TLS passthrough upstream proxying

[mtsvetanoff]

Greetings.

Some context:

1. TLS passthrough is enabled for all hostnames
2. All requests are configured to go through an upstream proxy

In these circumstances one would expect that a request would not be modified by Mockttp, but it will still respect the upstream proxy configuration.

But it appears that when TLS passthrough is enabled then the requests are not being routed through an upstream proxy.

Is there a way I could configure Mockttp to behave in the expected way?

Regards

[pimterry]

Request rules (including passthrough rules with proxy configuration) are applied only to traffic that's actually intercepted (because rules can match requests by their content, and make modifications to that content etc) and TLS passthrough skips interception entirely, so your rule is being ignored here.

Right now, there's no possible way to proxy traffic that's passed through unintercepted. If you want to forward to an upstream proxy, you'll need to intercept the traffic and use a passthrough rule.

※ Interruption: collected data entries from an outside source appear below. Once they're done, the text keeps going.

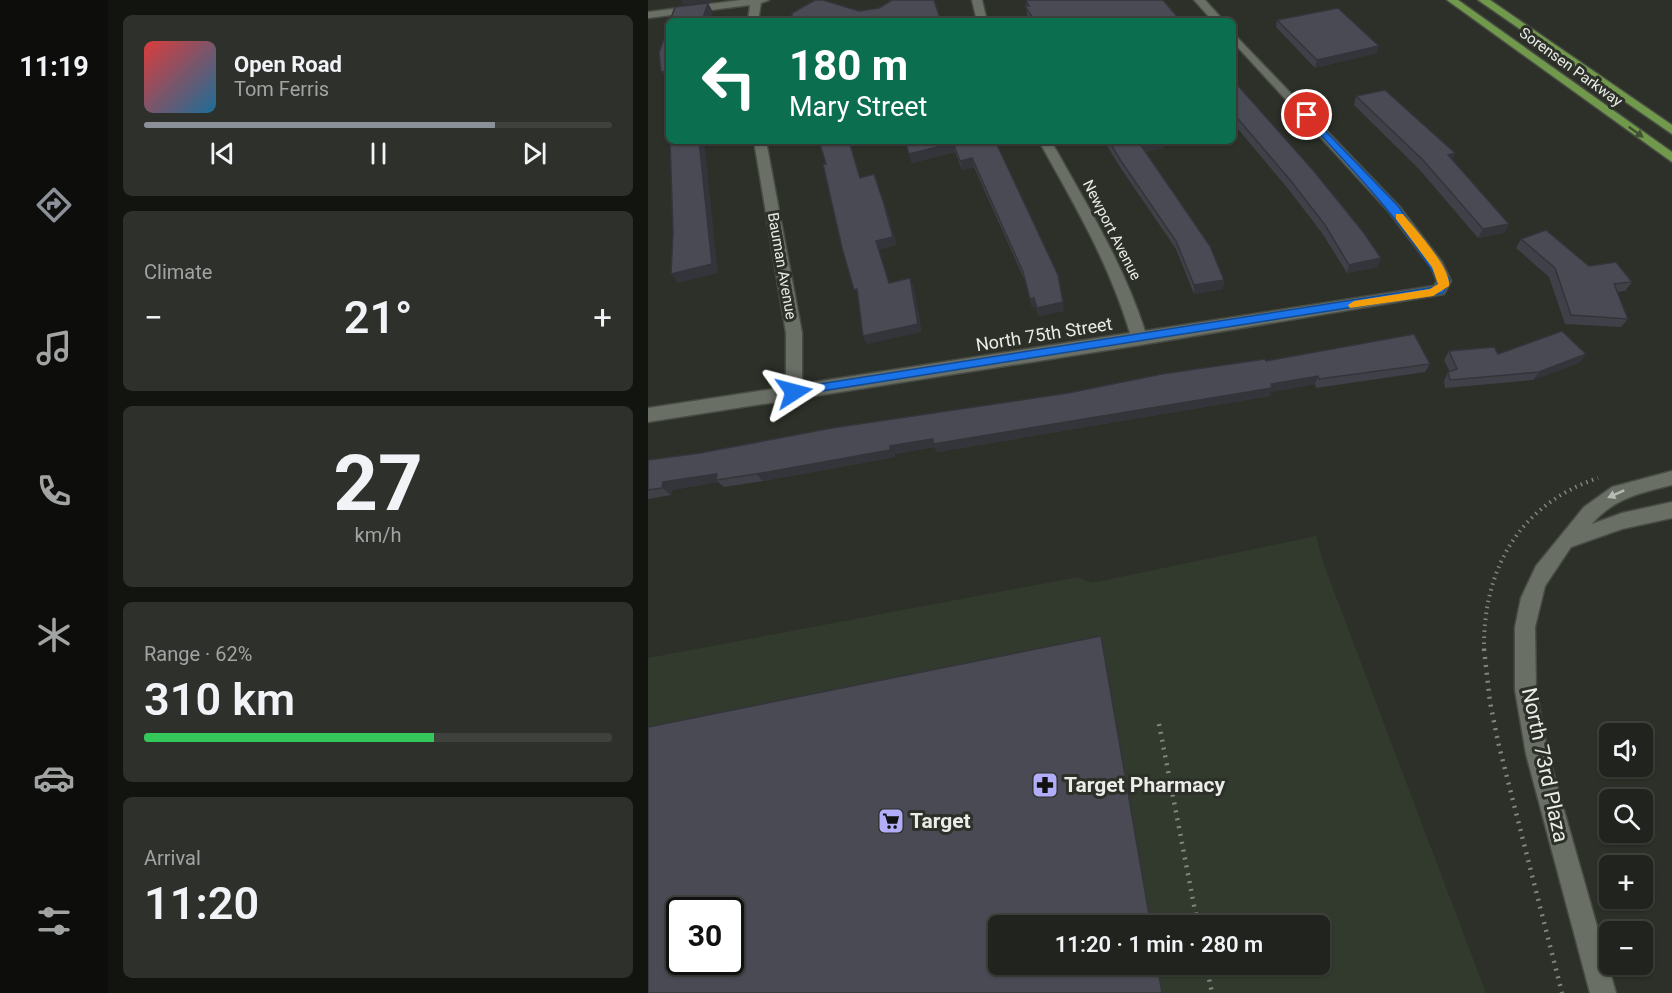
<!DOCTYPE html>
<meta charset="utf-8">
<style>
body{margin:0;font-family:Roboto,sans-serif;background:#2d302b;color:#f1f3f6;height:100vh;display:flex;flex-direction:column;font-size:22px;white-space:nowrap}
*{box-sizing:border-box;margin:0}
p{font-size:20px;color:#a2a4a4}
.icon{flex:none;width:33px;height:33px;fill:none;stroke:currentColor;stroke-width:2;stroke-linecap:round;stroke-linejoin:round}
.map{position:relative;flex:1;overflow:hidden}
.details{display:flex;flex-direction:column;gap:15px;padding:15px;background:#121410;width:540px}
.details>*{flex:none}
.top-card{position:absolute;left:18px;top:18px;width:570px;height:126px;border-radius:9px;box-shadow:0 2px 4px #0004,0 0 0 2px #3e413c;background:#0b6e4f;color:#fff;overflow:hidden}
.controls{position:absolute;left:951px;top:723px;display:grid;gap:12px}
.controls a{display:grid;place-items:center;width:54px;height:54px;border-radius:9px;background:#21241e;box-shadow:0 2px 4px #0004,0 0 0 2px #3e413c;font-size:30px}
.speed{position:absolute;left:18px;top:897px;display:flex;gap:12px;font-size:30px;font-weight:700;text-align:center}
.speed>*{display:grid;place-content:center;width:78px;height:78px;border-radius:50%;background:#21241e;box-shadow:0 2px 4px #0004,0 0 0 2px #3e413c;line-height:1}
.speed .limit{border:3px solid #111;border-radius:9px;background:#fff;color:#111}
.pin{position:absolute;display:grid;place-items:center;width:51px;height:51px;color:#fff;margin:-26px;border:3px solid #fff;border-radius:50%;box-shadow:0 2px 6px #0007}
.me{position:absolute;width:66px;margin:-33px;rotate:81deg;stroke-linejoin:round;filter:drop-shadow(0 0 4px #0008)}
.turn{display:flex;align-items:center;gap:21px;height:126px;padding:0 24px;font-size:27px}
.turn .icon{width:78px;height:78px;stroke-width:2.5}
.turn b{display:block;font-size:42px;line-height:51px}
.big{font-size:45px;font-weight:600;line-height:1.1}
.details .widget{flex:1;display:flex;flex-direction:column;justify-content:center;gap:9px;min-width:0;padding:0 21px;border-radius:9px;background:#2d302b}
.details .dial{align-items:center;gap:0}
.dial b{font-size:78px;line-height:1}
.song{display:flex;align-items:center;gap:18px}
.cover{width:72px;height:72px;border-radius:9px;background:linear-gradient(135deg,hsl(0 70% 55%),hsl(200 70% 35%))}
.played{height:6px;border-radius:3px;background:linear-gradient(90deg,#8c9099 75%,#3e413c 75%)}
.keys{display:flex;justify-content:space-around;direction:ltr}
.heat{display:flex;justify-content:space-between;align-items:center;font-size:33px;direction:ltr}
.charge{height:9px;border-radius:4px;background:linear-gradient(90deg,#34c759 62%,#3e413c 0)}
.trip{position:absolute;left:340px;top:915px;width:342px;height:60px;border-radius:9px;background:#21241e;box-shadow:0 2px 4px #0004,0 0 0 2px #3e413c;font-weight:600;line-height:60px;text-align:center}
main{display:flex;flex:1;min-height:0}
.tabs{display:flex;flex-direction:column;width:108px;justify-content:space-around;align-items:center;background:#0d0e0c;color:#a2a4a4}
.tabs .icon{width:42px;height:42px}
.tabs .current{color:#8c9099}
.tabs b{font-size:27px;color:#f1f3f6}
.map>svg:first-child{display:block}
.built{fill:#313a2c;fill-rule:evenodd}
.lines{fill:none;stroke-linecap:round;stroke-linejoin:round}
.minor-casing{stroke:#474b44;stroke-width:3}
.major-casing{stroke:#474b44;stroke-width:3}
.path-far1{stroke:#81857e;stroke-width:4;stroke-dasharray:1.5 4.5;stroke-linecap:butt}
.path{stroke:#81857e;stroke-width:4.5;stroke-dasharray:2 6;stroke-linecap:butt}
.minor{fill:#696f65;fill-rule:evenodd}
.major{fill:#71994b;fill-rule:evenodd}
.wall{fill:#404048}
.shaded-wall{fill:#34343b}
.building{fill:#4a4a54;stroke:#34343b;stroke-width:1.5;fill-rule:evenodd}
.oneway{fill:#415032}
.oneway2{fill:#b6bab3}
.route{fill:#1a73e8;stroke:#114b97;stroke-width:1.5}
.slow{fill:#f59e0b}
.labels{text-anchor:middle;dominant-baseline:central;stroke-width:6;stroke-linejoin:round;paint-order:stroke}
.far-street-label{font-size:15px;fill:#e9ece7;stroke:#2c3028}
.street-label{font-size:18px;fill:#e9ece7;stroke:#2c3028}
.near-street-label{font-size:21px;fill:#e9ece7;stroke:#2c3028}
.near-poi-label{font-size:21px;font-weight:bold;fill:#e9ece7;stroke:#2c3028;text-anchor:start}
</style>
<main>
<nav class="tabs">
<b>11:19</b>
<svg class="icon current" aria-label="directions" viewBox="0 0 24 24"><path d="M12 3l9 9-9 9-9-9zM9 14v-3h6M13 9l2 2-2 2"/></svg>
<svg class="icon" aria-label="music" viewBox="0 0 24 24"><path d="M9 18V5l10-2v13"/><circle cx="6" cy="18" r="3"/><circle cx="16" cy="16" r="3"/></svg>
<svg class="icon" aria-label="phone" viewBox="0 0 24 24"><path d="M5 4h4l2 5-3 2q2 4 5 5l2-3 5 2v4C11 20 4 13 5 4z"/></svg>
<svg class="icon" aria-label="climate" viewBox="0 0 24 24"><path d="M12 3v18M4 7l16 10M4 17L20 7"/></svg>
<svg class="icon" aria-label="car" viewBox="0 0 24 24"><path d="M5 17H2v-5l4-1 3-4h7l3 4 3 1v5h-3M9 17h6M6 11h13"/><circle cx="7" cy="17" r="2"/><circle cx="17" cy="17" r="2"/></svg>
<svg class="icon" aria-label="filters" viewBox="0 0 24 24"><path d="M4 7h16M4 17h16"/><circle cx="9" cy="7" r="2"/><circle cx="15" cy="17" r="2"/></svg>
</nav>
<section class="details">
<div class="widget">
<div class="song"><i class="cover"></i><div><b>Open Road</b><p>Tom Ferris</p></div></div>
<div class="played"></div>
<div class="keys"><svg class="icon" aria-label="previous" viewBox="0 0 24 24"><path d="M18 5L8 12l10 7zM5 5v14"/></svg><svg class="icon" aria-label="pause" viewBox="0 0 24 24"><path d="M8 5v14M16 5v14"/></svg><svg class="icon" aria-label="next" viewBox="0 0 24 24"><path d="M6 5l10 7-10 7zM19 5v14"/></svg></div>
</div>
<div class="widget"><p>Climate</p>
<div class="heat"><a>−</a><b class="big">21°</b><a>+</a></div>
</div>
<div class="widget dial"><b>27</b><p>km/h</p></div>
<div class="widget"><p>Range · 62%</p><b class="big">310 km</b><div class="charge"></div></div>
<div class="widget"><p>Arrival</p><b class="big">11:20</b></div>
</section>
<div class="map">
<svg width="1024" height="993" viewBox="0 0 1024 993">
<rect width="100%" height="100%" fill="#2c3028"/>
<path class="built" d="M668,536L676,565L838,993H0V658L430,577L444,583ZM32,910H82V962H32ZM351,926H672V964H351Z"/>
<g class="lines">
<g class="minor-casing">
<g id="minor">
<polygon points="93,0 121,0 113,3 110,21 100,21 102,5 0,18 0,12"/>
<polygon points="324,0 334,0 339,21 329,21"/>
<polygon points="546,0 557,0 576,21 565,21"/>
<path d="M585,33L751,206L794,262L803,281L796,294L492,345L0,422V408L138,387V333L106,141H118L154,333V384L482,333C460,261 427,206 391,141H403C438,203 475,263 497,331L786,286L789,281L783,267L741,212L585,42Z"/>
<path d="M1024,471V485C992,493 966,498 944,524L974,513L1024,502V518L974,529L923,547L897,586L887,627L888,690L900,754L968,993H942L878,754L867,690V627L873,598L888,566L936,507L964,487Z"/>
</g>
</g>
<g class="major-casing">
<g id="major">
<polygon points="799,0 810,0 1024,152 1024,162"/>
<polygon points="830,0 842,0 1024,125 1024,134"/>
</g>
</g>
<path class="path-far1" d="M836,650C835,570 870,505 950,478"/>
<g class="path">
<polyline points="836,649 842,702 850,742 914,993"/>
<polyline points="511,724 550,926"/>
<polyline points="558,964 564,993"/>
</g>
<use href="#minor" class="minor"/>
<use href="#major" class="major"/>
</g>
<g class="wall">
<polygon points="378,0 533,21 382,21 379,15"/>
<polygon points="629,20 729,53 667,68 628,27"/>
<polygon points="585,80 730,267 699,273 674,233 641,190 585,123"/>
<polygon points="708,96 807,153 804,159 861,224 856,233 830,238 771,169 706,105"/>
<polygon points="257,141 347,141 416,311 390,316 388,307 384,307 377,281 326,167 314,170 307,152 264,163"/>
<polygon points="456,141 516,141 516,148 497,152 576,280 575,289 546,294 528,249 474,170"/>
<polygon points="873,239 941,266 984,282 977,291 969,292 980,319 973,327 917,324 901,277 868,248"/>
<polygon points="801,351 850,354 938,354 931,363 885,380 797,388 796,381 800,372 802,372 796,360"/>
<polygon points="618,361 782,364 777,372 668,388 667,384 623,392 622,396 289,452 286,447 247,454 247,457 115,481 76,487 70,482 24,490 23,495 0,499 0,460 52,453"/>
</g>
<g class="shaded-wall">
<polygon points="33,0 68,0 67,1 35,5"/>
<polygon points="60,3 65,12 62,21 54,21"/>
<polygon points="731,46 729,53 667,68 669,60"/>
<polygon points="19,71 19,81 13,72"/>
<polygon points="51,141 56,141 70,273 30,283 23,274"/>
<polygon points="201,141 202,141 215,187 212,178"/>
<polygon points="506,141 516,141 516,148 492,153 492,144"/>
<polygon points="305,143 307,152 264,163 261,154"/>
<polygon points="807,153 803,163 800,155"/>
<polygon points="324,158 326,167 314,170 312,161"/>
<polygon points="226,174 240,213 249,245 231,250 244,292 241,283 228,241"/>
<polygon points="861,224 856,233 830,238 835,229"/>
<polygon points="733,258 730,267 699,273 701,265"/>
<polygon points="262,278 266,287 274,332 219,344 215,336"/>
<polygon points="576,280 575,289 546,294 546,285"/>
<polygon points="386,298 388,307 384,307 382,299"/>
<polygon points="415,302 416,311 390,316 389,308"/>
<polygon points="938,354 931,363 885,380 891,372"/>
<polygon points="670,376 667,384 623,392 622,396 289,452 286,447 247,454 247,457 115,481 108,474 242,446"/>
<polygon points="69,474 68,480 70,482 24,490 23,495 14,488 15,482"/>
</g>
<g class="building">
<polygon points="167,0 175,0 211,11 231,8 244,0 286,0 293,21 144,21 144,13"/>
<polygon points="378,0 515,0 533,21 387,21 377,6 381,6"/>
<polygon points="60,3 54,21 22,21 27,7"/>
<polygon points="690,8 731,46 669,60 629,20"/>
<polygon points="21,24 21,137 18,138 17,115 19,71 13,72 11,53"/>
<polygon points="585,80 665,170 716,233 733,258 701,265 677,225 643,181 585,113"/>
<polygon points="737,90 807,153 800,155 861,224 835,229 775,160 708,96"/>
<polygon points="22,141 51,141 64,264 23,274 25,233"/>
<polygon points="171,141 201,141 212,178 226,174 236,204 245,237 228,241 241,283 262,278 270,324 215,336 209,289 206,290 194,248 175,164 178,164"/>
<polygon points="257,141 347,141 360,168 410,275 415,302 389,308 386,298 382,299 375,272 324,158 312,161 305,143 261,154"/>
<polygon points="461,141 506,141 492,144 562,246 576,280 546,285 528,241 473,161"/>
<polygon points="898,230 941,266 968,262 984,282 966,284 980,319 923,315 907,268 873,239"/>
<polygon points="914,331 938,354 891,372 802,380 800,372 809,369 801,351 846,347 850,354"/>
<polygon points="766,334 782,364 671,379 670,376 623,384 624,388 285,444 285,439 242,446 242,450 108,474 68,480 69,474 15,482 14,488 0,490 0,460 52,453 184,428 420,393 514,374 617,359 618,361"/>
<path d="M453,636L503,926H351V964H509L514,993H0V727ZM32,910H82V962H32Z"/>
</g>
<defs><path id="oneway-solid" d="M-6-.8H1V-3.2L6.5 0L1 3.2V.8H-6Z" transform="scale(1.5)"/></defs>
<use class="oneway" href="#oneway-solid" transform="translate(988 132) rotate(36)"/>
<use class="oneway2" href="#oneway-solid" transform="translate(968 494) rotate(156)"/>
<path class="route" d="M659,112L750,206L802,280L795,293L142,396V389L146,388L787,287L791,281C753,220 705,170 656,117V113Z"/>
<path class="slow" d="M748,214H755C766,228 804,269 801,286L785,296L702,308L700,305L706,301L782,289L790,284L784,267L748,219Z"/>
<defs>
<g id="pharmacy-square" transform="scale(1.35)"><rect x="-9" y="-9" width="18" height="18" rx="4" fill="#b2adf9" stroke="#2c3028"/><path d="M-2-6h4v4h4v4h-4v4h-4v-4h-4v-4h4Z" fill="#111"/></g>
<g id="supermarket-square" transform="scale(1.35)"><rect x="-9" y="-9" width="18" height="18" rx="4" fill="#b2adf9" stroke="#2c3028"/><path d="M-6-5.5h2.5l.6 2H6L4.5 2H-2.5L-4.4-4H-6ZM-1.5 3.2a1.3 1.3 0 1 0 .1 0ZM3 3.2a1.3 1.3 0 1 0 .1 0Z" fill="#111"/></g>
</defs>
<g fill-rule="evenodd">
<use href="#pharmacy-square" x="397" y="785"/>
<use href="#supermarket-square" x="243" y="821"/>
</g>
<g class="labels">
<g class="far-street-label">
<text transform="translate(923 67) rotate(36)">Sorensen Parkway</text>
<text transform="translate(464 230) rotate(63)">Newport Avenue</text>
<text transform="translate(134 266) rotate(80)">Bauman Avenue</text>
</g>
<g class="street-label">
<text transform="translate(396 334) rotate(-9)">North 75th Street</text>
</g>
<g class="near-street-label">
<text transform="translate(897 765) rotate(78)">North 73rd Plaza</text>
</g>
<g class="near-poi-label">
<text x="416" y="785">Target Pharmacy</text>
<text x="262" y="821">Target</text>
</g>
</g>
</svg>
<div class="controls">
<a><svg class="icon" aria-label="sound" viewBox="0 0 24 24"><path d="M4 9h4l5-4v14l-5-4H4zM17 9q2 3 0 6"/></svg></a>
<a><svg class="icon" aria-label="search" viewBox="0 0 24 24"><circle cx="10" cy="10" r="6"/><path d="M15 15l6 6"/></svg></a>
<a>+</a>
<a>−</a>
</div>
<div class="speed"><div class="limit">30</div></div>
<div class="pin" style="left:659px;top:115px;background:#d93025"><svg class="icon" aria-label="arrive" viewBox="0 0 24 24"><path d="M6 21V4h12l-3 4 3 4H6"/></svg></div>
<svg class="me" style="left:146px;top:392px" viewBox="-20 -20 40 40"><path d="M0-17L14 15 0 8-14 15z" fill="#1a73e8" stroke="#fff" stroke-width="4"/></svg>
<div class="trip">11:20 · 1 min · 280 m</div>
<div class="top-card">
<div class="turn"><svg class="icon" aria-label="left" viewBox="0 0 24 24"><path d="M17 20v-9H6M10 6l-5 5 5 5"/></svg><div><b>180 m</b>Mary Street</div></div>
</div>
</div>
</main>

Although it's not currently supported in Mockttp, it is technically possible to proxy unintercepted traffic like this in most cases, but not all. The issue is that with TLS passthrough, the only info we have on the real destination of the traffic is the server name indication (SNI) in the TLS handshake, which is just a hostname without a port (unlike when we intercept an actual request, which has a Host header that does actually include the port). If the request came from a CONNECT tunnel then that tunnel will have the port info, so that's fine, but if you're passing through direct requests (acting as a transparent proxy) then that won't be the case, and you'll have to just guess the port.

If this is something you're interested in, contributions are welcome, it would definitely be possible to add a proxy field to the TLS passthrough option to configure this there (assuming the destination port to be 443 anywhere it's not otherwise available). We already have proxy logic that could probably be reused to power this. Note the HTTP Toolkit Pro is free for all open-source contributors to anything in this GitHub org.

[mtsvetanoff]

The request should be a CONNECT one, because Mockttp is set as a --proxy-server argument for Chrome which creates a tunnel. I assume by "direct requests" you mean directly sending a GET/POST request to Mockttp? If so then that's not the case here.

Unfortunatelly I am not familiar with the innerworkings of the library and could not contribute such an update as much as I want to.

I am currently using a different library in the exact same setup which works fine (so should be achievable) but lacks functionality. However without the upstream proxy + TLS passthrough both working, switching to Mockttp is impossible.

[pimterry]

I assume by "direct requests" you mean directly sending a GET/POST request to Mockttp? If so then that's not the case here.

Exactly. That is generally the case for lots of other interception scenarios though unfortunately (e.g. VPN-powered interception on Android, or Frida-based traffic redirection) so it does need consideration for Mockttp itself.

Unfortunately I am not familiar with the inner workings of the library and could not contribute such an update [...] However without the upstream proxy + TLS passthrough both working, switching to Mockttp is impossible.

Fair enough. Unfortunately though this isn't supported right now, and I'm unlikely to have time to work on that anytime soon, so you'll need to either dig into Mockttp's internals and contribute it yourself, pay somebody else to do so, or use a different library I'm afraid.

The feature certainly makes sense though, and I'd be happy to review & merge a PR for this if anybody is interested in contributing. We can keep this open in case anybody else wants this feature and is interested in opening a PR in future.

[mtsvetanoff]

Got it. It will likely take me ages to implement it on my own, although I will give it a shot. Leaving the issue open.

Thank you for your response and work on this amazing library!